▶ _Exercise description_
Copy each line in the data below that contains the word "Manolya".

▶ _Records provided_
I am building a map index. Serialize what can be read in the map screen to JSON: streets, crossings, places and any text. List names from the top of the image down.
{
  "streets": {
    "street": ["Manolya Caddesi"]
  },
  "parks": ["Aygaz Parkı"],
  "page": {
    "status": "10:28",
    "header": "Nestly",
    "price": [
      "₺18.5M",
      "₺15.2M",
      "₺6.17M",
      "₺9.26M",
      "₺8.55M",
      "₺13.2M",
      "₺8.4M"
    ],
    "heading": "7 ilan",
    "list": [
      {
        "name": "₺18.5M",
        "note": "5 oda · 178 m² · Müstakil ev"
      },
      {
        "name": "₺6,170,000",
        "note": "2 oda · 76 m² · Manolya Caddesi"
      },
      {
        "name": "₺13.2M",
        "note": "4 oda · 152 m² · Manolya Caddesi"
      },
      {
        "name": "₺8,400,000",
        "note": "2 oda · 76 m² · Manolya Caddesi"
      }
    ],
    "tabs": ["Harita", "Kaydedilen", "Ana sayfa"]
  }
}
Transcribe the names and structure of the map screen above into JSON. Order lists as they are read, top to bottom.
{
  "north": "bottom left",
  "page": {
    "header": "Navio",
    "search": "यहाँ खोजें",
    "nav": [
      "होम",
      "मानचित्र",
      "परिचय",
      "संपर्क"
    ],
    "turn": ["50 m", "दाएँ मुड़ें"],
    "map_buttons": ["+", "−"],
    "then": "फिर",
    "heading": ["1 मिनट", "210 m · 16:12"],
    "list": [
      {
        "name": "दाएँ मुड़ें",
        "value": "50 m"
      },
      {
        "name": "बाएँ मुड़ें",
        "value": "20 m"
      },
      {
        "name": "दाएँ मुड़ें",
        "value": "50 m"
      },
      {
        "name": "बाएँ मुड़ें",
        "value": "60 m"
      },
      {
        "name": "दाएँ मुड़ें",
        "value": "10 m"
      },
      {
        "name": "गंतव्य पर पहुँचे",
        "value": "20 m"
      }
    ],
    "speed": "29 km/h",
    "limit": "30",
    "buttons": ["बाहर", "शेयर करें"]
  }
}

▶ _Completed exercise_
    "street": ["Manolya Caddesi"]
        "note": "2 oda · 76 m² · Manolya Caddesi"
        "note": "4 oda · 152 m² · Manolya Caddesi"
        "note": "2 oda · 76 m² · Manolya Caddesi"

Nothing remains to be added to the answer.